• _TASK_
Output exactly the lines spanning from the line containing "Summarize the content" to the last line of the entries, inclusive.

• _RECORDS SUPPLIED_

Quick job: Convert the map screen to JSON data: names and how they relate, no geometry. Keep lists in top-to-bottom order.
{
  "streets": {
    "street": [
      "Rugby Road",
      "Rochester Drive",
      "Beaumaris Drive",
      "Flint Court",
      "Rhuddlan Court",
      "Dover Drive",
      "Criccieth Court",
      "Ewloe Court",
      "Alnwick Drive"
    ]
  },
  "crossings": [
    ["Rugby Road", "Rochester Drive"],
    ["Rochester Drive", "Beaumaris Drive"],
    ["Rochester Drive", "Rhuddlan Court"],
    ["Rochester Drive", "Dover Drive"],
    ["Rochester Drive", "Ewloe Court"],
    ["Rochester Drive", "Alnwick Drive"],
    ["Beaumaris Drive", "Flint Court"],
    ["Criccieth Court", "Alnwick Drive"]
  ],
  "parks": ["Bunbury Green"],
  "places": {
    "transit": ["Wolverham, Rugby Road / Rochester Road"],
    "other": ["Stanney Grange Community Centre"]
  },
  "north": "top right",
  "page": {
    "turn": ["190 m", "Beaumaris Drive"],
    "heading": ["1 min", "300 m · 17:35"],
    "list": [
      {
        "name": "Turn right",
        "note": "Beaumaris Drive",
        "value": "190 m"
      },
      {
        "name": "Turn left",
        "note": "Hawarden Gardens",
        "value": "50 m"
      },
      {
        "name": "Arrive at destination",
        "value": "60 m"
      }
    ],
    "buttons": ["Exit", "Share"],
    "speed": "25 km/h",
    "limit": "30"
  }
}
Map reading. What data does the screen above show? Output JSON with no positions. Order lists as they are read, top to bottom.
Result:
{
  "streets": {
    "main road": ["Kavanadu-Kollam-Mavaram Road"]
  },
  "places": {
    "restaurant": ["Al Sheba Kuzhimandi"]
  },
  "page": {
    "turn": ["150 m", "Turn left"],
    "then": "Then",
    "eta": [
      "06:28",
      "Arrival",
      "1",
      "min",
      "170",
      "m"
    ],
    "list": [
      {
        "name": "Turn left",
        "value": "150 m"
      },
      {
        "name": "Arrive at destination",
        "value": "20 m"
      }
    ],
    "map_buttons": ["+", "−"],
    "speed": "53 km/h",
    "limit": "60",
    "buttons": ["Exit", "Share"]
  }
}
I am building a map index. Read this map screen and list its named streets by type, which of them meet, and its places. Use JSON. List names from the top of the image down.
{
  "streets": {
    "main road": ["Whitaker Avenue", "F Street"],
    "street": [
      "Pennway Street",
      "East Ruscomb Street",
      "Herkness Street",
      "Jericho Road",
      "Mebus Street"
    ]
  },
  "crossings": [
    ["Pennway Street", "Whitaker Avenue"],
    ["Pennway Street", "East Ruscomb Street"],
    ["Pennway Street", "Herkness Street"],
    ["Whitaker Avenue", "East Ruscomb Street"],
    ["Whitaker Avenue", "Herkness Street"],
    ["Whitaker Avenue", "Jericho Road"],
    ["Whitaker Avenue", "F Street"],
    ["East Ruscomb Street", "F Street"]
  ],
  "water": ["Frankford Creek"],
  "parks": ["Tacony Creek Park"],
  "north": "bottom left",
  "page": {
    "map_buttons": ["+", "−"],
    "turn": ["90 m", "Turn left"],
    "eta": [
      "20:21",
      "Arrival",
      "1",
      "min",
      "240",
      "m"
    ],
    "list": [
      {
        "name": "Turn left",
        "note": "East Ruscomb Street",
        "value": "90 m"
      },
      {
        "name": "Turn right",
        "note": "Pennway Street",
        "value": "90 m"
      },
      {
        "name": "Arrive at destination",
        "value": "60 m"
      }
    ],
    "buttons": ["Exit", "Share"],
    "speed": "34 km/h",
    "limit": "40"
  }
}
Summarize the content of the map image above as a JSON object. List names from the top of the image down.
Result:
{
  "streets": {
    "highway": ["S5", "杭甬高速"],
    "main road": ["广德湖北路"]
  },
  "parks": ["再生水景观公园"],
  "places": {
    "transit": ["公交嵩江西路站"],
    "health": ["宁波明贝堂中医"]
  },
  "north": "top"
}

• _YOUR RESPONSE_
Summarize the content of the map image above as a JSON object. List names from the top of the image down.
Result:
{
  "streets": {
    "highway": ["S5", "杭甬高速"],
    "main road": ["广德湖北路"]
  },
  "parks": ["再生水景观公园"],
  "places": {
    "transit": ["公交嵩江西路站"],
    "health": ["宁波明贝堂中医"]
  },
  "north": "top"
}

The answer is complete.